Psicoterapia di gruppo nel servizio psichiatrico di diagnosi e cura di Rimini

di Ramona Di Muro* Marco Sancini** e A. Claudio Aurigemma***



Abstract
Nel presente lavoro prendiamo in considerazione un intervento di psicoterapia di gruppo all'interno di un Servizio Psichiatrico di Diagnosi e Cura (SPDC).
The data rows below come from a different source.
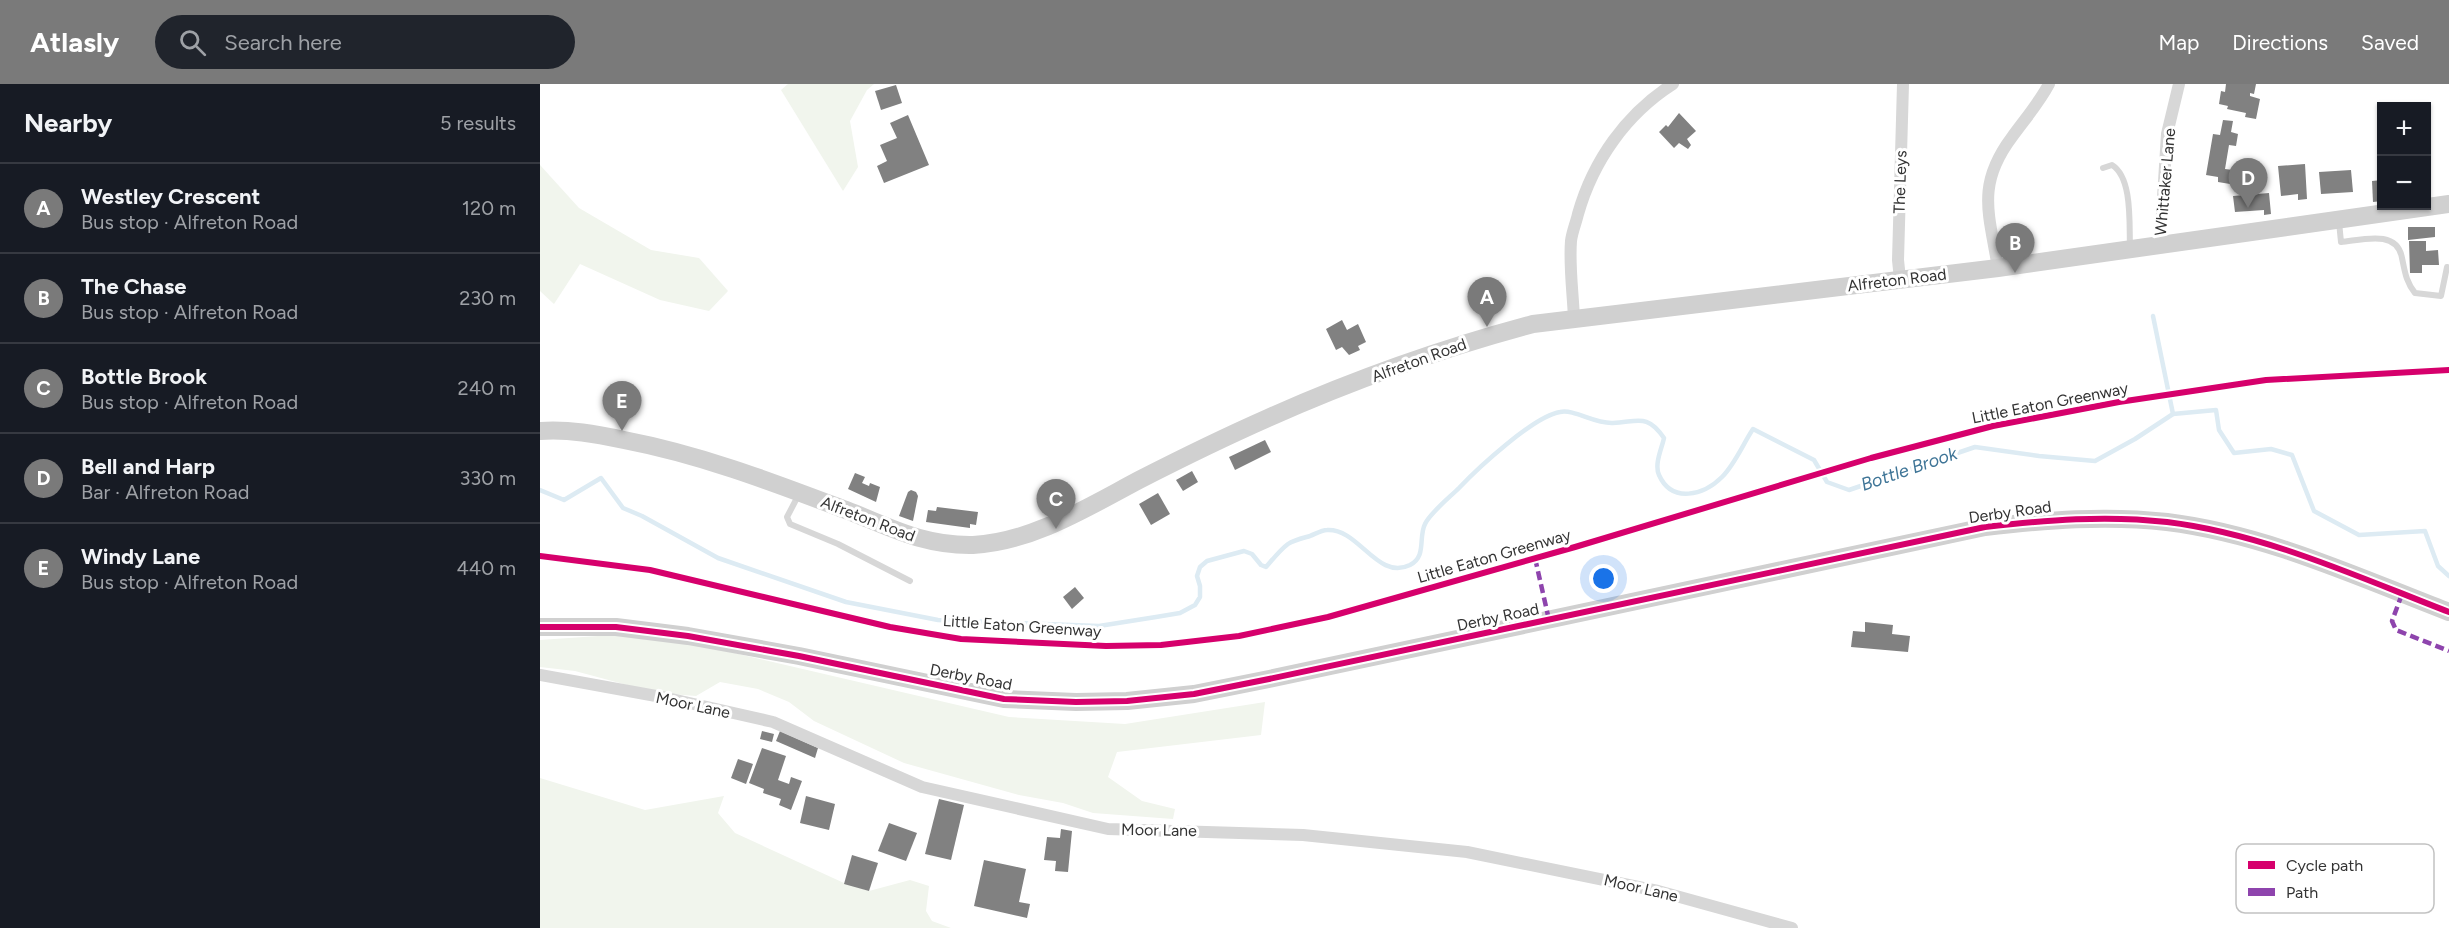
<!DOCTYPE html>
<html lang="en">
<head>
<meta charset="utf-8">
<style>
	:root { --surface:#171b24; --page:#20242c; --text:#f1f3f6; --muted:#9ea1a6; --line:#363941; --accent:#7a7a7a }
	body { margin:0; font-family:Figtree,sans-serif; background:var(--page); color:var(--text) }
	.controls { position:absolute; right:18px; top:18px; display:grid; overflow:hidden; border-radius:0px; box-shadow:0 2px 4px #0004 }
	.controls button { width:54px; height:54px; display:grid; place-items:center; padding:0; border:0; border-bottom:2px solid var(--line); background:var(--surface); color:var(--text); font:30px sans-serif }
	.you { position:absolute; left:1064px; top:495px; width:21px; height:21px; margin:-15px; border:4px solid #fff; border-radius:50%; background:#1a73e8; box-shadow:0 0 0 9px #1a73e833 }
	.badge { display:grid; place-items:center; width:39px; height:39px; border-radius:50%; background:var(--accent); color:#fff; font-size:20px; font-weight:700 }
	.pin { position:absolute; translate:-50% -50px; filter:drop-shadow(0 2px 3px #0008) }
	.pin::after { content:''; position:absolute; top:32px; width:21px; height:18px; background:inherit; clip-path:polygon(0 0,100% 0,50% 100%) }
	.list { margin:0; padding:0; list-style:none }
	h2 { display:flex; justify-content:space-between; align-items:center; height:78px; margin:0; padding:0 24px; font-size:26px }
	h2 small { font-size:20px; font-weight:400; color:var(--muted) }
	.list li { display:grid; grid-template-columns:39px 1fr auto; gap:18px; align-items:center; box-sizing:border-box; height:90px; padding:0 24px; border-top:2px solid var(--line) }
	.list b { display:block; font-size:22px; white-space:nowrap }
	.list p { margin:0; font-size:20px; white-space:nowrap; color:var(--muted) }
	.list em { font-size:20px; font-style:normal; color:var(--muted) }
	.icon { flex:none; width:33px; height:33px; fill:none; stroke:currentColor; stroke-width:2; stroke-linecap:round; stroke-linejoin:round }
	.map { position:relative; flex:none; width:1909px; height:844px; overflow:hidden }
	header { display:flex; align-items:center; gap:36px; box-sizing:border-box; height:84px; padding:0 30px; background:var(--accent); color:#fff }
	header strong { font-size:28px }
	nav { display:flex; gap:33px; margin-inline-start:auto; font-size:21px }
	.search { width:420px; height:54px; background:var(--page); display:flex; align-items:center; gap:15px; box-sizing:border-box; padding:0 21px; border-radius:33px; color:var(--muted); font-size:22px }
	main { display:flex }
	aside { flex:1; background:var(--surface) }
	.map>svg:first-child { display:block }
</style>
</head>
<body>
<header>
<strong>Atlasly</strong>
<div class="search"><svg class="icon" aria-label="search" viewBox="0 0 24 24"><circle cx="10" cy="10" r="6"/><path d="M15 15l6 6"/></svg>Search here</div>
<nav><a>Map</a><a>Directions</a><a>Saved</a></nav>
</header>
<main>
<aside>
<h2>Nearby<small>5 results</small></h2>
<ul class="list">
<li><span class="badge">A</span><div><b>Westley Crescent</b><p>Bus stop · Alfreton Road</p></div><em>120 m</em></li>
<li><span class="badge">B</span><div><b>The Chase</b><p>Bus stop · Alfreton Road</p></div><em>230 m</em></li>
<li><span class="badge">C</span><div><b>Bottle Brook</b><p>Bus stop · Alfreton Road</p></div><em>240 m</em></li>
<li><span class="badge">D</span><div><b>Bell and Harp</b><p>Bar · Alfreton Road</p></div><em>330 m</em></li>
<li><span class="badge">E</span><div><b>Windy Lane</b><p>Bus stop · Alfreton Road</p></div><em>440 m</em></li>
</ul>
</aside>
<div class="map">
<svg width="1909" height="844" viewBox="0 0 1909 844">
	<rect width="100%" height="100%" fill="#fff"/>
	<g fill="#f1f5ed">
		<path d="M248 0H334L327 6 310 37 318 83 303 107 241 6Z"/>
		<path d="M0 81 39 124 111 166 159 174 188 207 169 227 120 216 40 180 14 220 0 207Z"/>
		<path d="M87 550 173 564 469 633 585 640 725 618 721 651 577 668 568 693 602 717 635 725 633 735 553 729 523 719 479 711 364 679 274 637 249 618 218 605 180 598 156 612 131 610 102 605 35 587 0 583V556Z"/>
		<path d="M0 694 105 726 184 712 178 729 195 749 304 799 329 807 370 796 389 802 386 827 392 837 411 844H0Z"/>
	</g>
	<g fill="none" stroke-linecap="round" stroke-linejoin="round">
		<g stroke="#ddebf3" stroke-width="4.5">
			<path d="M1613 232 1633 330"/>
			<path d="M0 406 24 416 61 394 83 424 102 432 178 474 306 518 398 536 559 542 616 533 640 529 655 521 660 513V502L657 492 660 483 667 477 704 467 712 470 721 481 726 483C733 475 740 466 748 460 754 456 763 454 770 452 775 450 782 446 787 446 819 444 837 497 870 481 887 472 878 454 885 440 890 429 910 413 919 404 938 384 994 332 1020 328 1035 325 1054 340 1073 339 1098 338 1107 329 1124 354 1122 364 1114 380 1119 391 1132 420 1164 411 1182 393 1195 380 1203 360 1213 345L1274 376 1287 398 1309 406 1435 363 1499 372 1555 377 1595 355 1633 330 1676 326 1679 346 1694 369 1731 365 1752 371 1774 427 1819 451 1885 447 1898 482 1909 492"/>
		</g>
	</g>
	<g fill="#818181">
		<path d="M1686 0H1716L1714 10 1710 9V12L1720 15 1716 35 1705 33 1706 29 1687 25 1688 22 1679 20 1681 7 1685 8Z"/>
		<path d="M356 1 362 19 341 26 335 7Z"/>
		<path d="M1139 29 1156 47 1147 55 1151 61 1148 65 1139 59 1134 64 1119 48 1126 41 1128 43Z"/>
		<path d="M368 31 389 81 344 99 337 82 347 77 340 61 357 54 350 39Z"/>
		<path d="M1683 36 1693 37 1691 48 1698 50 1696 62 1689 61 1685 85 1693 86 1690 100 1678 98V93L1666 91 1673 50 1680 51Z"/>
		<path d="M1765 80 1767 115 1758 116V110L1741 112 1738 82Z"/>
		<path d="M1811 86 1813 108 1781 110 1779 88Z"/>
		<path d="M1842 96V117L1833 118 1832 97Z"/>
		<path d="M1729 109 1731 130 1724 131V126L1695 128 1693 112Z"/>
		<path d="M1868 143H1895V153L1868 156Z"/>
		<path d="M1869 157H1886V167L1898 166 1899 181H1882V189H1870Z"/>
		<path d="M802 236 807 246 818 240 826 258 818 262 820 266 809 271 802 263 796 266 786 245Z"/>
		<path d="M725 356 731 368 695 386 689 373Z"/>
		<path d="M652 387 658 398 643 407 636 396Z"/>
		<path d="M315 389 325 393 322 399 329 402 330 399 340 403 336 418 308 405Z"/>
		<path d="M371 406 376 408 378 412 373 437 359 432 368 408Z"/>
		<path d="M618 409 630 430 611 441 599 420Z"/>
		<path d="M397 423 438 428 436 441 430 440V444L386 438 388 426 396 427Z"/>
		<path d="M535 503 544 514 532 525 523 513Z"/>
		<path d="M1325 538 1353 541 1352 550 1370 552 1368 568 1311 563 1313 547 1325 548Z"/>
		<path d="M222 647 234 650 232 658 220 655Z"/>
		<path d="M240 647 278 664 275 674 236 657Z"/>
		<path d="M222 664 246 672 238 696 249 700 251 693 262 697 251 726 239 721 241 715 223 709 224 705 209 699Z"/>
		<path d="M198 675 213 680 206 700 191 694Z"/>
		<path d="M266 712 295 720 289 746 260 739Z"/>
		<path d="M399 715 424 721 411 776 385 770Z"/>
		<path d="M349 739 377 749 366 777 338 767Z"/>
		<path d="M521 745 532 747 528 788 515 787 516 777 504 776 507 753 520 754Z"/>
		<path d="M312 771 338 779 329 807 304 800Z"/>
		<path d="M444 776 486 785 479 818 490 820 487 834 434 822Z"/>
	</g>
	<g fill="none" stroke-linecap="round" stroke-linejoin="round">
		<g stroke="#d7d7d7" stroke-width="6">
			<path d="M1563 84 1572 81C1593 94 1589 141 1590 164"/>
			<path d="M1799 138 1801 158C1822 156 1857 145 1862 174 1865 188 1866 198 1875 209L1901 212 1907 183"/>
			<path d="M258 412 247 433 250 440 298 460 370 497"/>
		</g>
		<g stroke="#d7d7d7" stroke-width="12">
			<path d="M1620 161 1627 50 1639 0"/>
			<path d="M1458 184C1449 129 1436 101 1472 53 1485 35 1499 19 1509 0"/>
			<path d="M1360 195 1358 176 1363 0"/>
			<path d="M1034 235C1033 209 1029 182 1031 157 1032 148 1036 139 1038 130 1053 77 1086 30 1133 0"/>
			<path d="M0 591 127 614 233 638 382 703 568 745 763 751 927 768 1118 807 1252 844"/>
		</g>
		<g stroke="#d0d0d0" stroke-width="18">
			<path d="M0 347C29 345 56 350 84 356 162 371 232 398 306 426 350 443 383 462 433 461 492 458 548 423 599 396 642 374 685 353 728 334 813 296 903 264 993 240L1458 184 1909 120"/>
			<path d="M0 543H76L148 552 259 572 464 615 536 618 587 617 654 610 729 595 1445 443C1506 436 1566 431 1627 438 1725 450 1818 493 1909 528"/>
		</g>
		<g stroke="#8e44ad" stroke-width="4.5" stroke-dasharray="9 4.5" stroke-linecap="butt">
			<path d="M995 474 1009 536"/>
			<path d="M1862 510 1852 537 1856 546 1909 567"/>
		</g>
		<g stroke="#fff" stroke-width="10">
			<g id="cycleway">
				<path d="M0 472 110 486 350 543 421 555 566 562 621 561 699 552 788 533 1035 463 1331 374 1453 342 1579 318 1726 296 1909 286"/>
				<path d="M0 543H76L148 552 259 572 464 615 536 618 587 617 654 610 729 595 1445 443C1506 436 1566 431 1627 438 1725 450 1818 493 1909 528"/>
			</g>
		</g>
		<use href="#cycleway" stroke="#d6006c" stroke-width="6"/>
	</g>
	<g text-anchor="middle" dominant-baseline="central" stroke-width="6" stroke-linejoin="round" paint-order="stroke">
		<g font-size="16" fill="#333" stroke="#fff">
			<text transform="translate(1360 98) rotate(-88)">The Leys</text>
			<text transform="translate(1625 98) rotate(-85)">Whittaker Lane</text>
			<text transform="translate(1357 196) rotate(-7)">Alfreton Road</text>
			<text transform="translate(879 276) rotate(-20)">Alfreton Road</text>
			<text transform="translate(1510 319) rotate(-11)">Little Eaton Greenway</text>
			<text transform="translate(1470 428) rotate(-8)">Derby Road</text>
			<text transform="translate(328 435) rotate(21)">Alfreton Road</text>
			<text transform="translate(954 472) rotate(-16)">Little Eaton Greenway</text>
			<text transform="translate(958 533) rotate(-12)">Derby Road</text>
			<text transform="translate(482 542) rotate(4)">Little Eaton Greenway</text>
			<text transform="translate(431 593) rotate(11)">Derby Road</text>
			<text transform="translate(153 621) rotate(12)">Moor Lane</text>
			<text transform="translate(619 746) rotate(1)">Moor Lane</text>
			<text transform="translate(1101 804) rotate(13)">Moor Lane</text>
		</g>
		<g font-size="18" font-style="italic" fill="#3f7597" stroke="#fff">
			<text transform="translate(1369 385) rotate(-19)">Bottle Brook</text>
		</g>
	</g>
	<rect x="1696" y="760" width="198" height="69" rx="9" fill="#fff" stroke="#c2c2c2" stroke-width="1.5"/>
	<rect x="1708" y="777" width="27" height="8" fill="#d6006c"/>
	<rect x="1708" y="804" width="27" height="8" fill="#8e44ad"/>
	<g font-size="16" fill="#333">
		<text x="1746" y="787">Cycle path</text>
		<text x="1746" y="814">Path</text>
	</g>
</svg>
<div class="controls">
<button>+</button>
<button>−</button>
</div>
<div class="you"></div>
<div class="pin badge" style="left:947px;top:243px">A</div>
<div class="pin badge" style="left:1475px;top:189px">B</div>
<div class="pin badge" style="left:516px;top:445px">C</div>
<div class="pin badge" style="left:1708px;top:124px">D</div>
<div class="pin badge" style="left:82px;top:347px">E</div>
</div>
</main>
</body>
</html>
Abbiamo deciso di utilizzare questa tecnica, poiché riteniamo che il gruppo, nonostante l'urgenza e la brevità dell'intervento, sia un valido strumento che integri la qualità delle cure offerte. Il gruppo rappresenta uno spazio dove le emozioni invasive, distruttive, incapaci di essere assimilate e contenute trovano un luogo, un contenitore, che le accoglie. Esso fornisce riparo ma anche la possibilità di riflettere su se stessi e di ritrovare la capacità di rimettersi in cammino.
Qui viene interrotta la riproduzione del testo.